▶ Data extract:
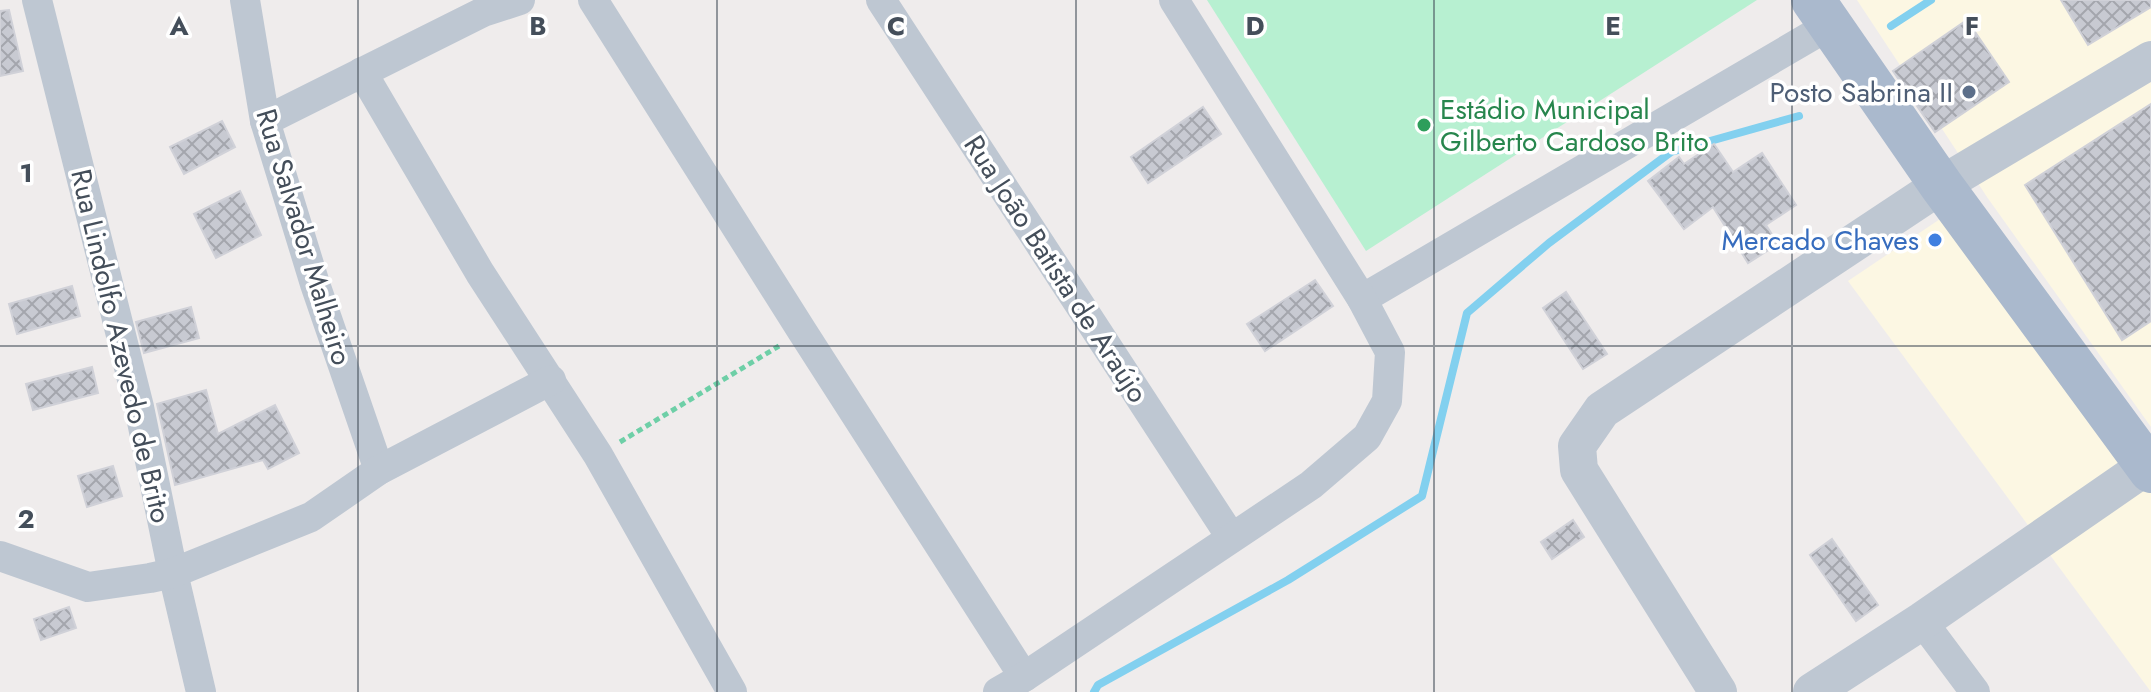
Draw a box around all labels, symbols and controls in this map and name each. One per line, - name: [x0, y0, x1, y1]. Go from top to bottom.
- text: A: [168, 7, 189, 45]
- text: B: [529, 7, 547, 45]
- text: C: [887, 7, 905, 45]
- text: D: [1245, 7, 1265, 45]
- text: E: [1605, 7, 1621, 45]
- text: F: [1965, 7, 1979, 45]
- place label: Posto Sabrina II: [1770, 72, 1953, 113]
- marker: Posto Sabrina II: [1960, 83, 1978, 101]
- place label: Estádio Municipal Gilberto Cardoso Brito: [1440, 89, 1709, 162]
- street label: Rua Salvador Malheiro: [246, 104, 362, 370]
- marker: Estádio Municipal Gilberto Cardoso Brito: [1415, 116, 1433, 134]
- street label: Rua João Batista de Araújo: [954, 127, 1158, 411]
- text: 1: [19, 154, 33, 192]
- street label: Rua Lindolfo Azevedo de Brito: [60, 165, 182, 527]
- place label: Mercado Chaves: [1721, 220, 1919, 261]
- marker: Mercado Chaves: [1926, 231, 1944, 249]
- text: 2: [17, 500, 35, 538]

▶ Task description: Give back every record above exactly as written, skipping each picture.

▶ Solution for this exercise:
Draw a box around all labels, symbols and controls in this map and name each. One per line, - name: [x0, y0, x1, y1]. Go from top to bottom.
- text: A: [168, 7, 189, 45]
- text: B: [529, 7, 547, 45]
- text: C: [887, 7, 905, 45]
- text: D: [1245, 7, 1265, 45]
- text: E: [1605, 7, 1621, 45]
- text: F: [1965, 7, 1979, 45]
- place label: Posto Sabrina II: [1770, 72, 1953, 113]
- marker: Posto Sabrina II: [1960, 83, 1978, 101]
- place label: Estádio Municipal Gilberto Cardoso Brito: [1440, 89, 1709, 162]
- street label: Rua Salvador Malheiro: [246, 104, 362, 370]
- marker: Estádio Municipal Gilberto Cardoso Brito: [1415, 116, 1433, 134]
- street label: Rua João Batista de Araújo: [954, 127, 1158, 411]
- text: 1: [19, 154, 33, 192]
- street label: Rua Lindolfo Azevedo de Brito: [60, 165, 182, 527]
- place label: Mercado Chaves: [1721, 220, 1919, 261]
- marker: Mercado Chaves: [1926, 231, 1944, 249]
- text: 2: [17, 500, 35, 538]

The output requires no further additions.